Tuesday, Sep. 20 | Mark Skandera (Lehigh University) | Type-BC character evaluations and P-tableaux |

Tuesday, Sep. 27 | Joe Cummings (Notre Dame) | A Fano compactification of the free group character variety |

Tuesday, Oct. 4 | Joshua Mundinger (Chicago) | Quantization of restricted Lagrangian subvarieties in positive characteristic |

Tuesday, Oct. 11, 2:30–3:30pm | Bernd Ulrich (Purdue) | TBA |

Tuesday, Oct. 11, 3:30–4:30pm 127 Hayes-Healy Note special time/location |
Hunter Simper (Purdue) | TBA |

Tuesday, Oct. 18 | No seminar (Fall break) | |

Tuesday, Oct. 25 | Cheng Meng (Purdue) | TBA |

Tuesday, Nov. 1 | ||

Tuesday, Nov. 8 | Brandon Alberts (Eastern Michigan) | TBA |

Tuesday, Nov. 15 | Nitin Chidambaram (Bonn) | TBA |

Tuesday, Nov. 22 | Mihai Fulger (Connecticut) | TBA |

Tuesday, Nov. 29 | Martha Precup (Washington University in St.
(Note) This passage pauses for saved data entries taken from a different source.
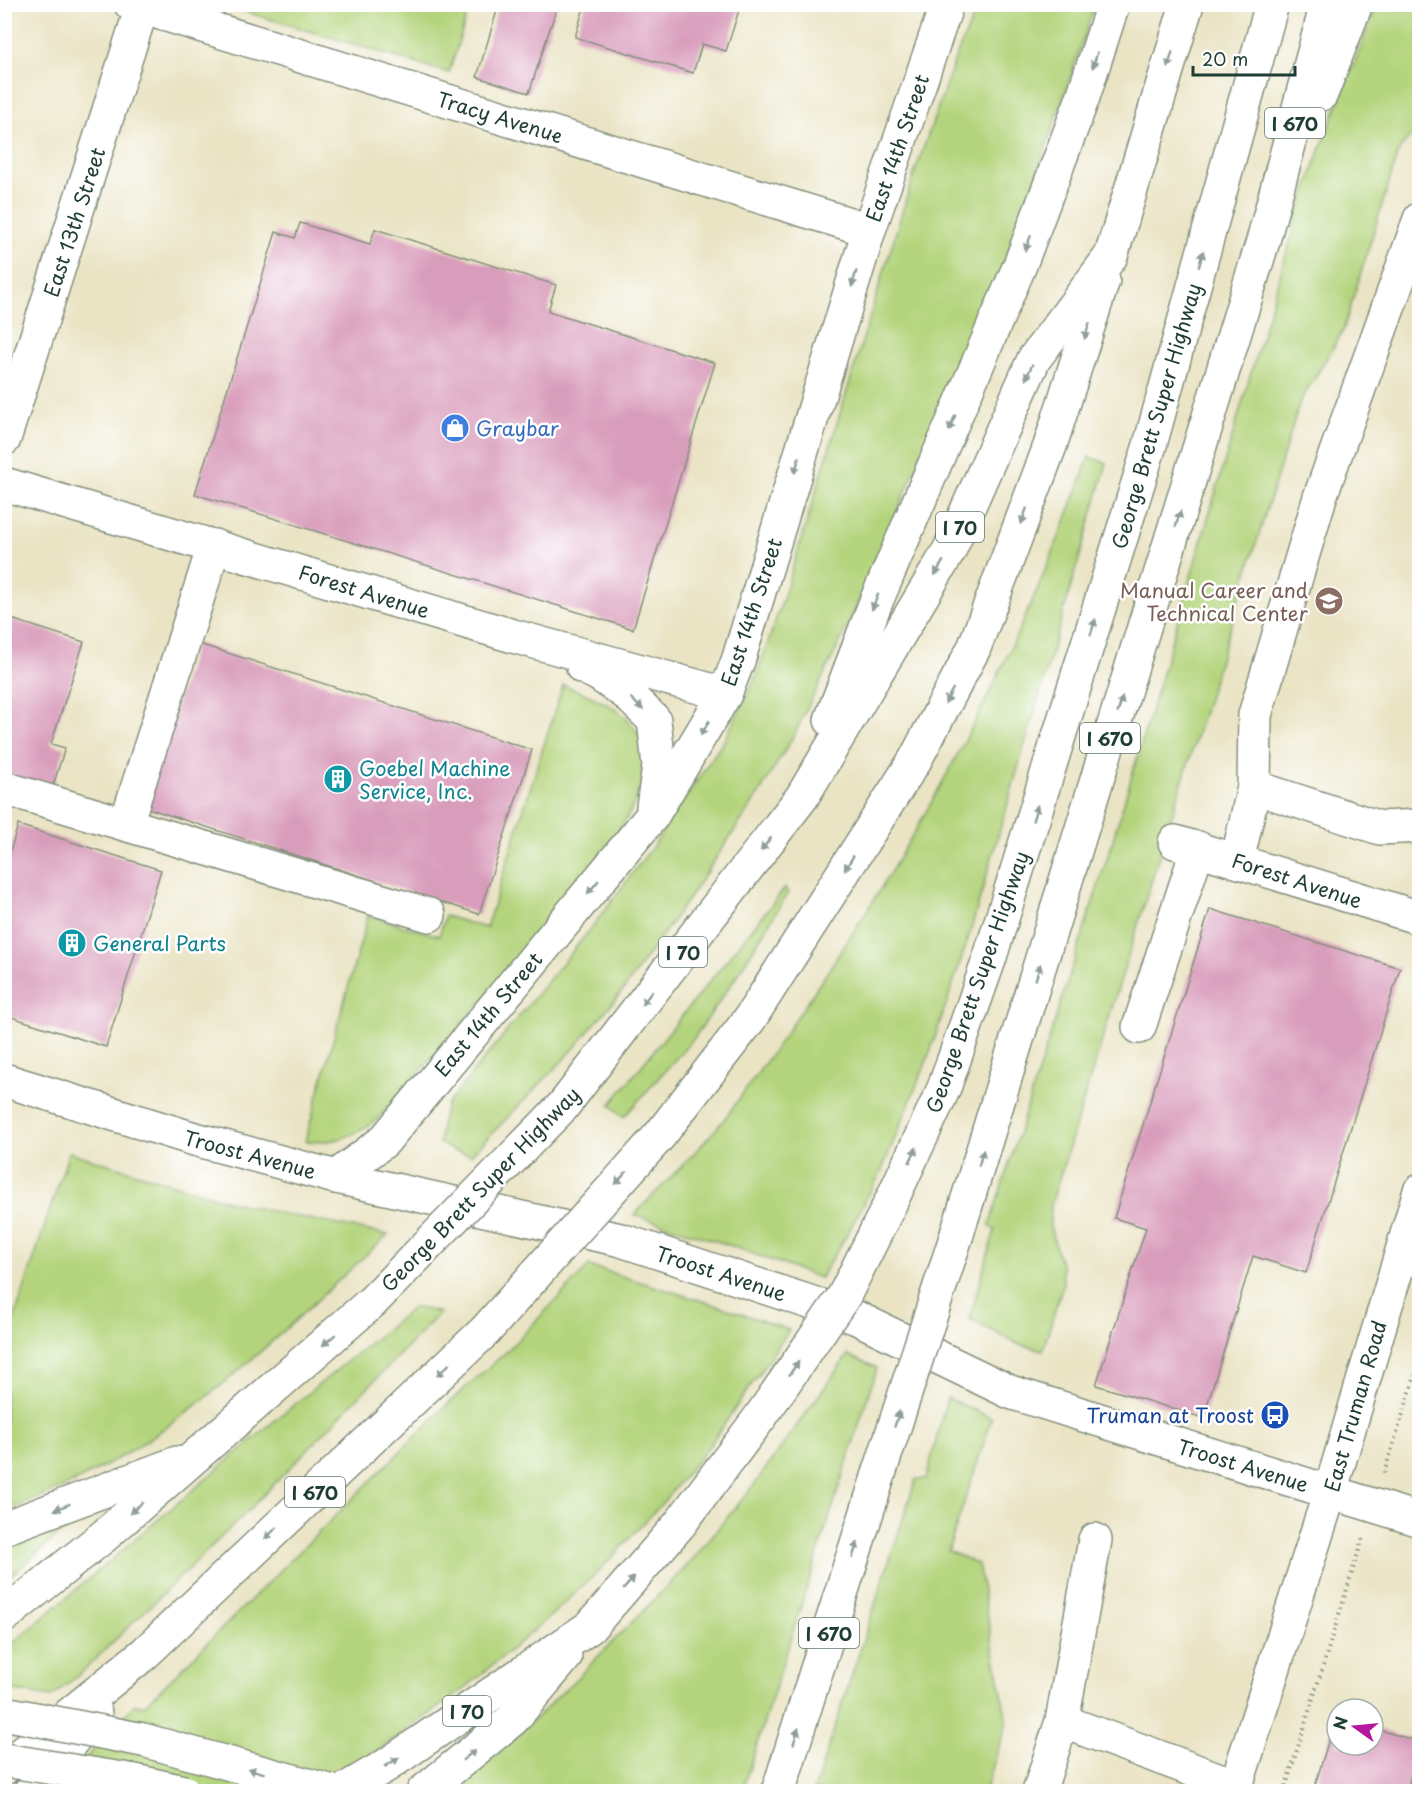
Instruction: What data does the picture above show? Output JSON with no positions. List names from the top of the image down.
{
  "streets": {
    "main road": [
      "Tracy Avenue",
      "I 670",
      "East 14th Street",
      "East 13th Street",
      "George Brett Super Highway",
      "I 70",
      "Forest Avenue",
      "Troost Avenue",
      "East Truman Road"
    ]
  },
  "crossings": [
    ["Tracy Avenue", "East 14th Street"],
    ["Tracy Avenue", "East 13th Street"],
    ["I 670", "George Brett Super Highway"],
    ["East 14th Street", "Forest Avenue"],
    ["East 14th Street", "Troost Avenue"],
    ["Troost Avenue", "East Truman Road"]
  ],
  "places": {
    "shop": ["Graybar"],
    "school or university": ["Manual Career and Technical Center"],
    "building": ["Goebel Machine Service, Inc.", "General Parts"],
    "bus stop": ["Truman at Troost"]
  },
  "scale_bar": "20 m",
  "north": "left"
}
Louis) | TBA |

Tuesday, Dec. 6 | Lena Ji (Michigan) | TBA |

**Speaker**- Steven Karp (Notre Dame)
**Title**- Wronskians, total positivity, and real Schubert calculus
**Abstract**- The totally positive flag variety is the subset of the complete flag variety Fl(n) where all Plücker coordinates are positive. By viewing a complete flag as a sequence of subspaces of polynomials of degree at most n-1, we can associate a sequence of Wronskian polynomials to it. I will present a new characterization of the totally positive flag variety in terms of Wronskians, and explain how it sheds light on conjectures in the real Schubert calculus of Grassmannians. In particular, a conjecture of Eremenko (2015) is equivalent to the following conjecture: if V is a finite-dimensional subspace of polynomials such that all complex zeros of the Wronskian of V are real and negative, then all Plücker coordinates of V are positive. This conjecture is a totally positive strengthening of a result of Mukhin, Tarasov, and Varchenko (2009), and can be reformulated as saying that all complex solutions to a certain family of Schubert problems in the Grassmannian are real and totally positive.
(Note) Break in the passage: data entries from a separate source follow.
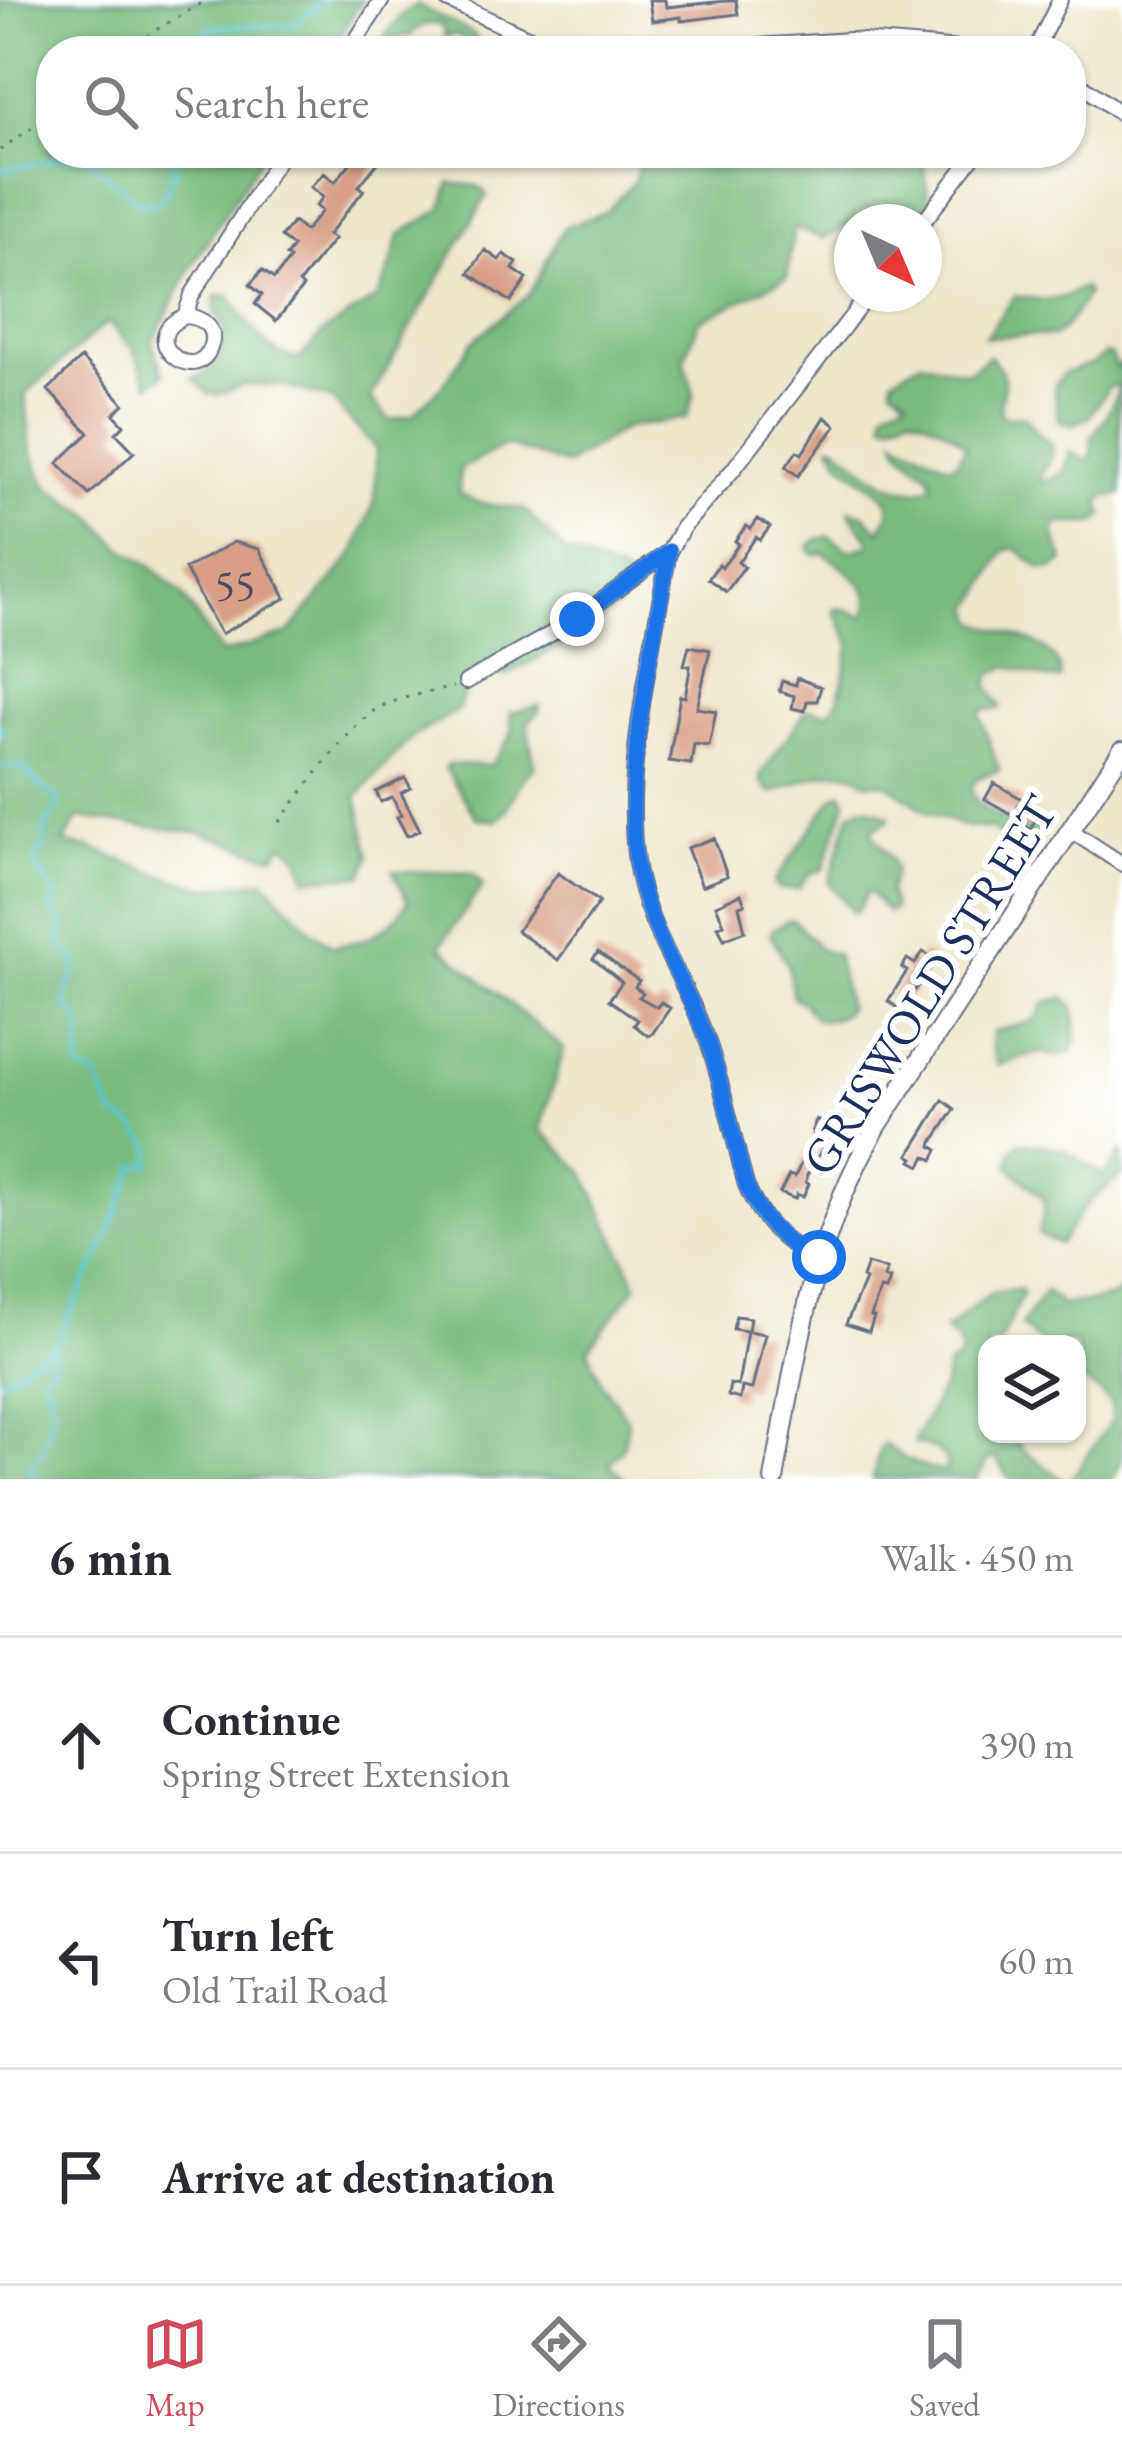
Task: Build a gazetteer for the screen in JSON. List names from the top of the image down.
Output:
{
  "streets": {
    "main road": ["GRISWOLD STREET"]
  },
  "house_numbers": ["55"],
  "north": "bottom right",
  "page": {
    "search": "Search here",
    "heading": ["6 min", "Walk · 450 m"],
    "list": [
      ["Continue", "Spring Street Extension", "390 m"],
      ["Turn left", "Old Trail Road", "60 m"],
      "Arrive at destination"
    ],
    "nav": ["Map", "Directions", "Saved"]
  }
}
**Speaker**- Joe Waldron (Michigan State)
**Title**- Purely inseparable Galois theory
**Abstract**- Given a field K of characteristic p, a classical result of Jacobson provides a Galois correspondence between finite purely inseparable subfields of K of exponent one (i.e. those which contain K^p), and sub-restricted Lie algebras of Der(K). I will discuss joint work with Lukas Brantner in which we extend this Galois correspondence to subfields of arbitrary exponent using methods from derived algebraic geometry.
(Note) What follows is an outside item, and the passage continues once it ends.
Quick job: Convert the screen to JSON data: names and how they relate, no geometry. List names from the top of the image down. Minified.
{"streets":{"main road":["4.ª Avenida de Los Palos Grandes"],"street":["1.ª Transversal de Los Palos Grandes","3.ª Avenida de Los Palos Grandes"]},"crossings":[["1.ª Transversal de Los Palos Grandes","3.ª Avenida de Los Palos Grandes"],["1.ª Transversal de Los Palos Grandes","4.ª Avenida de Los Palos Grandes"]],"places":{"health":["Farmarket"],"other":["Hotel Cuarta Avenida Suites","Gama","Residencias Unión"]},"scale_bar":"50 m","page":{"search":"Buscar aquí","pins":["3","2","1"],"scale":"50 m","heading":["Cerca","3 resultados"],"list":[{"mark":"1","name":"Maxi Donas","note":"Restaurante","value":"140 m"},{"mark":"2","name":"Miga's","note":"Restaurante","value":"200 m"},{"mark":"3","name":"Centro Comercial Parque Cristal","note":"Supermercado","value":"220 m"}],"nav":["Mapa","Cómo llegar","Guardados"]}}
**Speaker**- Mark Skandera (Lehigh University)
**Title**- Type-BC character evaluations and P-tableaux
**Abstract**- For w in S_n corresponding to a smooth type-A Schubert variety X(w), there exists a poset P = P(w) which provides a combinatorial interpretation of the Kazhdan-Lusztig basis element C_w(1) in Z[S_n]. Evaluations of characters at C_w(1) may be computed by counting special P-tableaux. We state a type-BC analog of these results. Namely, for w in the hyperoctahedral group B_n such that the type-B and type-C Schubert varieties are simultaneously smooth, there exists a type-BC poset P = P(w) which provides a combinatorial interpretation of the Kazhdan-Lusztig basis element C_w(1) in Z[B_n]. Again, evaluations of characters at the Kazhdan-Lusztig basis element C_w(1) of Z[B_n] may be computed by counting special P-tableaux.

**Speaker**- Joe Cummings (Notre Dame)
**Title**- A Fano compactification of the free group character variety
**Abstract**- We show that a certain compactification of the free group character variety $\mathcal{X}(F_g, Sl_2(\mathbb{C}))$ is Fano. This compactification has been studied previously by Manon, and separately by Biswas, Lawton, and Ramras. Part of the proof involves the construction of a large family of integral reflexive polytopes arising from trivalent graphs of genus $g$. This project is joint with Chris Manon.

**Speaker**- Joshua Mundinger (Chicago)
**Title**- Quantization of restricted Lagrangian subvarieties in positive characteristic
**Abstract**- In order to answer basic questions in modular and geometric representation theory, Bezrukavnikov and Kaledin introduced quantizations of symplectic varieties in positive characteristic. These are certain noncommutative algebras over a field of positive characteristic which have a large center. I will discuss recent work describing how to construct an important class of modules over such algebras.